=== Section Start ===
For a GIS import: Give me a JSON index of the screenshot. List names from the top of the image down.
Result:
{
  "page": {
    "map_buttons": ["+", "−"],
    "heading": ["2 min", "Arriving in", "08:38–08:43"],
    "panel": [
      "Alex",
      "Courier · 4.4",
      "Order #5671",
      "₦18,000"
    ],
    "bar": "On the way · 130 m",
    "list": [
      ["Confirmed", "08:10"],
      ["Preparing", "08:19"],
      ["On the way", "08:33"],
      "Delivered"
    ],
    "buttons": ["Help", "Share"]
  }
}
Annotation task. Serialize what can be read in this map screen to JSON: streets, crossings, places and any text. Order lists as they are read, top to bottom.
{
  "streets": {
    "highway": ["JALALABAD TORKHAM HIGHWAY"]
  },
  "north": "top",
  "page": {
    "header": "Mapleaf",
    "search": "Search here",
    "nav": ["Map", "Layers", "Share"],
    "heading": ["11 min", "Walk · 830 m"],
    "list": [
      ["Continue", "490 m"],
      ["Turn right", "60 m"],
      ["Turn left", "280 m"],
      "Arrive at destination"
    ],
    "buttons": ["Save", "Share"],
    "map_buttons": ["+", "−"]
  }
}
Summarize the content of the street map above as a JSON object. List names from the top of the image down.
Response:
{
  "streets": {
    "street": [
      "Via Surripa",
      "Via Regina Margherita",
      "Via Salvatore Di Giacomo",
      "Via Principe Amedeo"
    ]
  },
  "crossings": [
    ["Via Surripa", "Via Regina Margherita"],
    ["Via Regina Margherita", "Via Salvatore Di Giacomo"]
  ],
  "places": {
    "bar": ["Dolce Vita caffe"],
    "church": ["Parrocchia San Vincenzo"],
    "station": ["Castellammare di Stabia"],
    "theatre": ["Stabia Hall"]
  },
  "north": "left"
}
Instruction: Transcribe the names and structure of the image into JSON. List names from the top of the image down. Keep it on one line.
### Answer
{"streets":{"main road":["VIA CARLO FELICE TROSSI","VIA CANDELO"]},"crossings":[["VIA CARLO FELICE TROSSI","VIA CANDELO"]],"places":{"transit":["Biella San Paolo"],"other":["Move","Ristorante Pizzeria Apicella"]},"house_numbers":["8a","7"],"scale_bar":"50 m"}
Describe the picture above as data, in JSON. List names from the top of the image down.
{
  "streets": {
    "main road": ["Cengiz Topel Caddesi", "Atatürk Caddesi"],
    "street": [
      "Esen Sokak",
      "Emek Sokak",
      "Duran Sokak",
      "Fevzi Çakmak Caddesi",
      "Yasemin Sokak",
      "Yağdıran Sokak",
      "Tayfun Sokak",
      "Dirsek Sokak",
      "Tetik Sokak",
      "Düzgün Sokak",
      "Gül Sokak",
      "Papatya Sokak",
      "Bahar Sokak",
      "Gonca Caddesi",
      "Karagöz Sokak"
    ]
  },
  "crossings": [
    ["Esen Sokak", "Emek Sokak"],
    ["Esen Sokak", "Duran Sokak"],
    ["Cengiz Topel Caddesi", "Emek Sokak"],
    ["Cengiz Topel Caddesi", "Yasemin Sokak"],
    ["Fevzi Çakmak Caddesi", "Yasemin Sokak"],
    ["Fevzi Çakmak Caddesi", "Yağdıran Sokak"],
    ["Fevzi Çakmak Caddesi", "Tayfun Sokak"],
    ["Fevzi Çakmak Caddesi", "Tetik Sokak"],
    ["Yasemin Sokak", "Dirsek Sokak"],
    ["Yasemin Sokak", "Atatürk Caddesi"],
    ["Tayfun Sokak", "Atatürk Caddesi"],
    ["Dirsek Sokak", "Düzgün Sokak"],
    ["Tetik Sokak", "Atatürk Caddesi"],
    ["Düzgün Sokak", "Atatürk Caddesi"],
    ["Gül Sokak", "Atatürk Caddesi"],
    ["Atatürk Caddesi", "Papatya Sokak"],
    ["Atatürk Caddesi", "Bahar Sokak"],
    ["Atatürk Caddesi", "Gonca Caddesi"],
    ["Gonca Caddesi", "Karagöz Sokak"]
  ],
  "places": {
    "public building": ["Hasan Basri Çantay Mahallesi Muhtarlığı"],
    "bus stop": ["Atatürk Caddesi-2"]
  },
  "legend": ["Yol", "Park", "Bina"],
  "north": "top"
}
=== Section End ===
TASK BRIEF:
Send back every record, precisely as written.

ANSWER TO THIS EXERCISE:
For a GIS import: Give me a JSON index of the screenshot. List names from the top of the image down.
Result:
{
  "page": {
    "map_buttons": ["+", "−"],
    "heading": ["2 min", "Arriving in", "08:38–08:43"],
    "panel": [
      "Alex",
      "Courier · 4.4",
      "Order #5671",
      "₦18,000"
    ],
    "bar": "On the way · 130 m",
    "list": [
      ["Confirmed", "08:10"],
      ["Preparing", "08:19"],
      ["On the way", "08:33"],
      "Delivered"
    ],
    "buttons": ["Help", "Share"]
  }
}
Annotation task. Serialize what can be read in this map screen to JSON: streets, crossings, places and any text. Order lists as they are read, top to bottom.
{
  "streets": {
    "highway": ["JALALABAD TORKHAM HIGHWAY"]
  },
  "north": "top",
  "page": {
    "header": "Mapleaf",
    "search": "Search here",
    "nav": ["Map", "Layers", "Share"],
    "heading": ["11 min", "Walk · 830 m"],
    "list": [
      ["Continue", "490 m"],
      ["Turn right", "60 m"],
      ["Turn left", "280 m"],
      "Arrive at destination"
    ],
    "buttons": ["Save", "Share"],
    "map_buttons": ["+", "−"]
  }
}
Summarize the content of the street map above as a JSON object. List names from the top of the image down.
Response:
{
  "streets": {
    "street": [
      "Via Surripa",
      "Via Regina Margherita",
      "Via Salvatore Di Giacomo",
      "Via Principe Amedeo"
    ]
  },
  "crossings": [
    ["Via Surripa", "Via Regina Margherita"],
    ["Via Regina Margherita", "Via Salvatore Di Giacomo"]
  ],
  "places": {
    "bar": ["Dolce Vita caffe"],
    "church": ["Parrocchia San Vincenzo"],
    "station": ["Castellammare di Stabia"],
    "theatre": ["Stabia Hall"]
  },
  "north": "left"
}
Instruction: Transcribe the names and structure of the image into JSON. List names from the top of the image down. Keep it on one line.
### Answer
{"streets":{"main road":["VIA CARLO FELICE TROSSI","VIA CANDELO"]},"crossings":[["VIA CARLO FELICE TROSSI","VIA CANDELO"]],"places":{"transit":["Biella San Paolo"],"other":["Move","Ristorante Pizzeria Apicella"]},"house_numbers":["8a","7"],"scale_bar":"50 m"}
Describe the picture above as data, in JSON. List names from the top of the image down.
{
  "streets": {
    "main road": ["Cengiz Topel Caddesi", "Atatürk Caddesi"],
    "street": [
      "Esen Sokak",
      "Emek Sokak",
      "Duran Sokak",
      "Fevzi Çakmak Caddesi",
      "Yasemin Sokak",
      "Yağdıran Sokak",
      "Tayfun Sokak",
      "Dirsek Sokak",
      "Tetik Sokak",
      "Düzgün Sokak",
      "Gül Sokak",
      "Papatya Sokak",
      "Bahar Sokak",
      "Gonca Caddesi",
      "Karagöz Sokak"
    ]
  },
  "crossings": [
    ["Esen Sokak", "Emek Sokak"],
    ["Esen Sokak", "Duran Sokak"],
    ["Cengiz Topel Caddesi", "Emek Sokak"],
    ["Cengiz Topel Caddesi", "Yasemin Sokak"],
    ["Fevzi Çakmak Caddesi", "Yasemin Sokak"],
    ["Fevzi Çakmak Caddesi", "Yağdıran Sokak"],
    ["Fevzi Çakmak Caddesi", "Tayfun Sokak"],
    ["Fevzi Çakmak Caddesi", "Tetik Sokak"],
    ["Yasemin Sokak", "Dirsek Sokak"],
    ["Yasemin Sokak", "Atatürk Caddesi"],
    ["Tayfun Sokak", "Atatürk Caddesi"],
    ["Dirsek Sokak", "Düzgün Sokak"],
    ["Tetik Sokak", "Atatürk Caddesi"],
    ["Düzgün Sokak", "Atatürk Caddesi"],
    ["Gül Sokak", "Atatürk Caddesi"],
    ["Atatürk Caddesi", "Papatya Sokak"],
    ["Atatürk Caddesi", "Bahar Sokak"],
    ["Atatürk Caddesi", "Gonca Caddesi"],
    ["Gonca Caddesi", "Karagöz Sokak"]
  ],
  "places": {
    "public building": ["Hasan Basri Çantay Mahallesi Muhtarlığı"],
    "bus stop": ["Atatürk Caddesi-2"]
  },
  "legend": ["Yol", "Park", "Bina"],
  "north": "top"
}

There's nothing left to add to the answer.